TASK REQUIREMENTS » Whenever "Keep" appears in a line, please copy that line from the data.

DATA RECORDS »
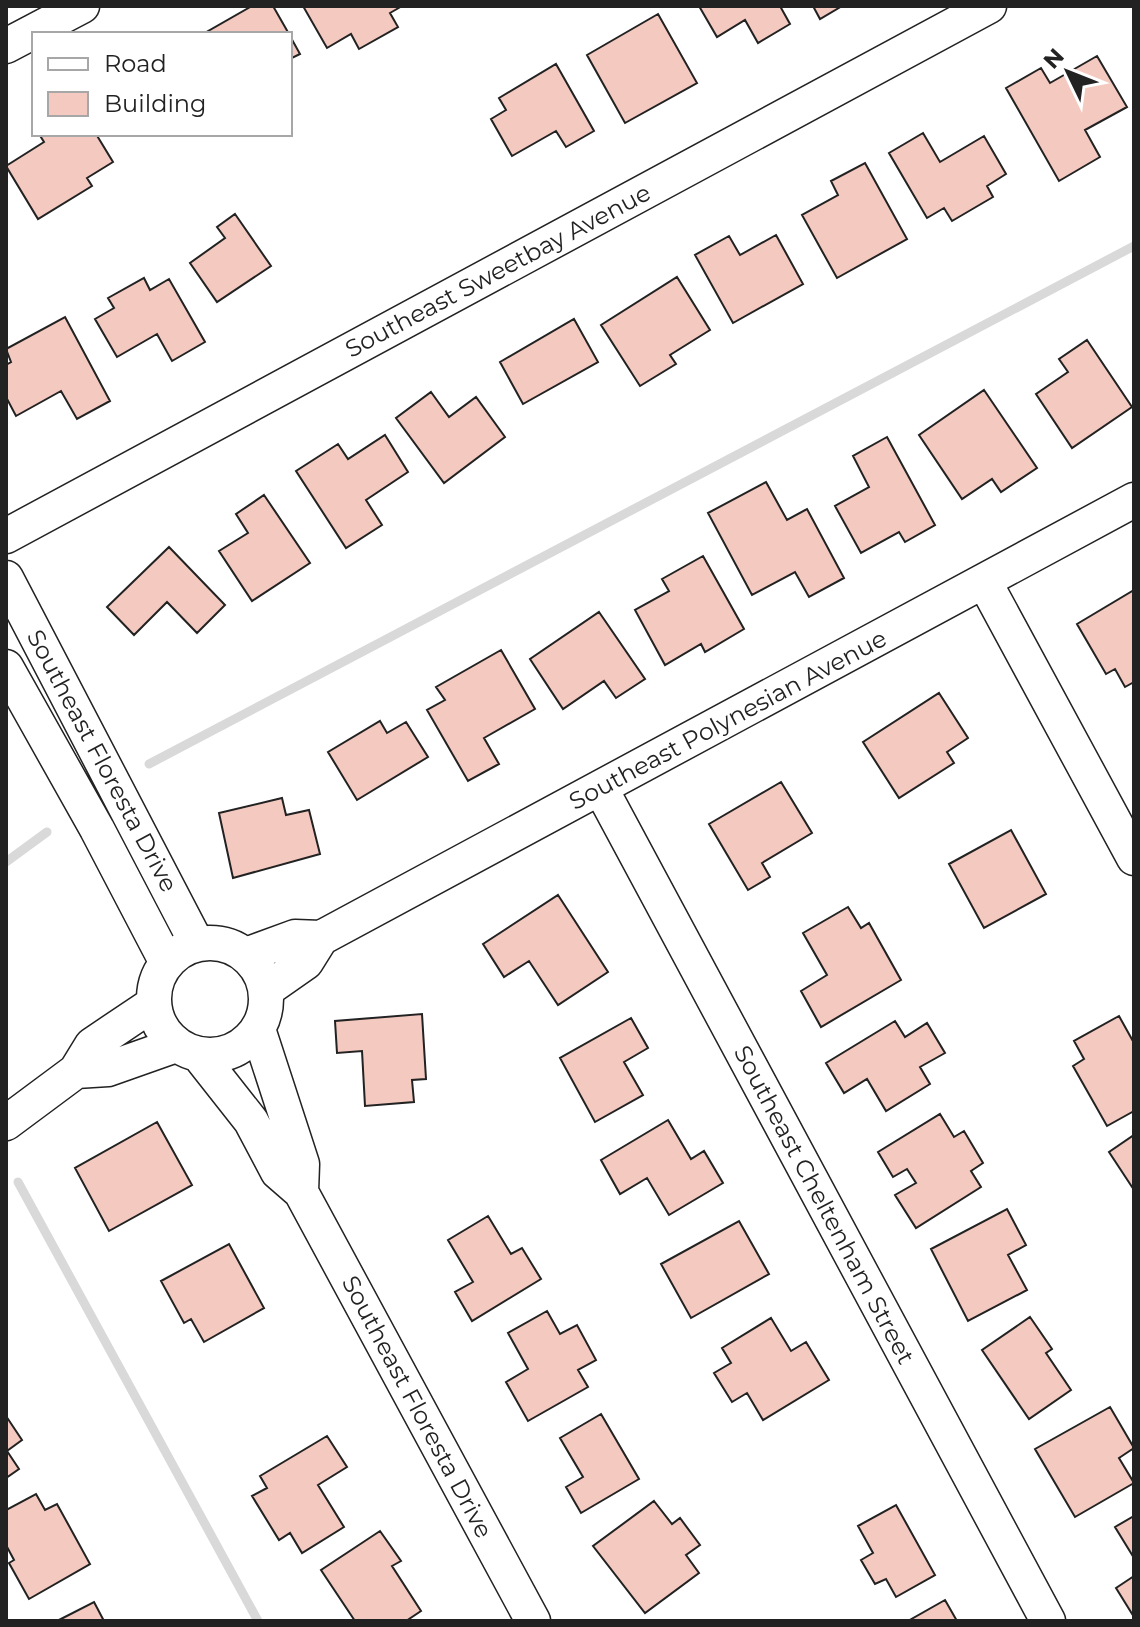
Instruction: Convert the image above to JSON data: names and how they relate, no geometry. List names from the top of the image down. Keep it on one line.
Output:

* * *

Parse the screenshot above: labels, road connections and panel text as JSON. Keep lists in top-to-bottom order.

==

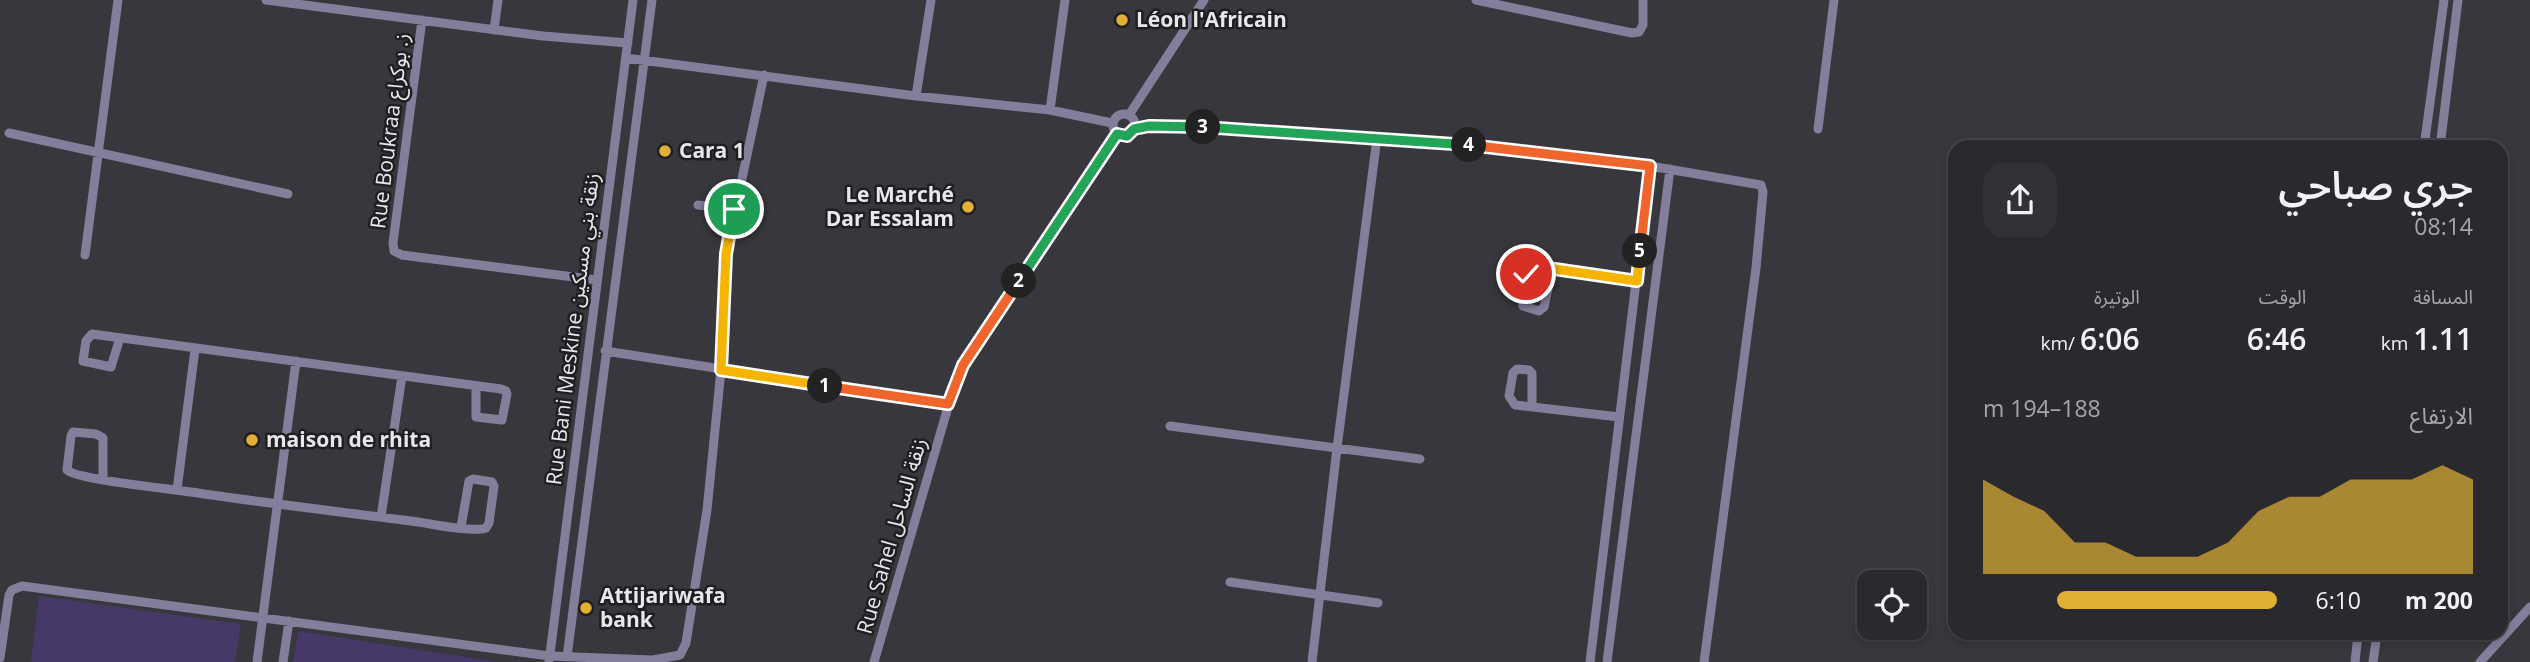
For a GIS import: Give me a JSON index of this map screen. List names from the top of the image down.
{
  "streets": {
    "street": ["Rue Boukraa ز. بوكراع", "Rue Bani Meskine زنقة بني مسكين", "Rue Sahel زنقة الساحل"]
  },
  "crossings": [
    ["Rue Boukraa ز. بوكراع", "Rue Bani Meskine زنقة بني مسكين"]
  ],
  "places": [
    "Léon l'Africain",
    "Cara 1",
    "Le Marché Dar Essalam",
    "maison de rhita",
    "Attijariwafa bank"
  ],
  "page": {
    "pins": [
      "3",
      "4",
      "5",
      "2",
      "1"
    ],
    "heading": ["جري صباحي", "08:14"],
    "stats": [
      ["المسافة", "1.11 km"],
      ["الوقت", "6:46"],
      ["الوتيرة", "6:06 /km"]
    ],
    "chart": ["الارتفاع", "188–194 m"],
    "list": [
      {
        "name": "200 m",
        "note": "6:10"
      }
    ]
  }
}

TASK OUTPUT »
Instruction: Convert the image above to JSON data: names and how they relate, no geometry. List names from the top of the image down. Keep it on one line.
Parse the screenshot above: labels, road connections and panel text as JSON. Keep lists in top-to-bottom order.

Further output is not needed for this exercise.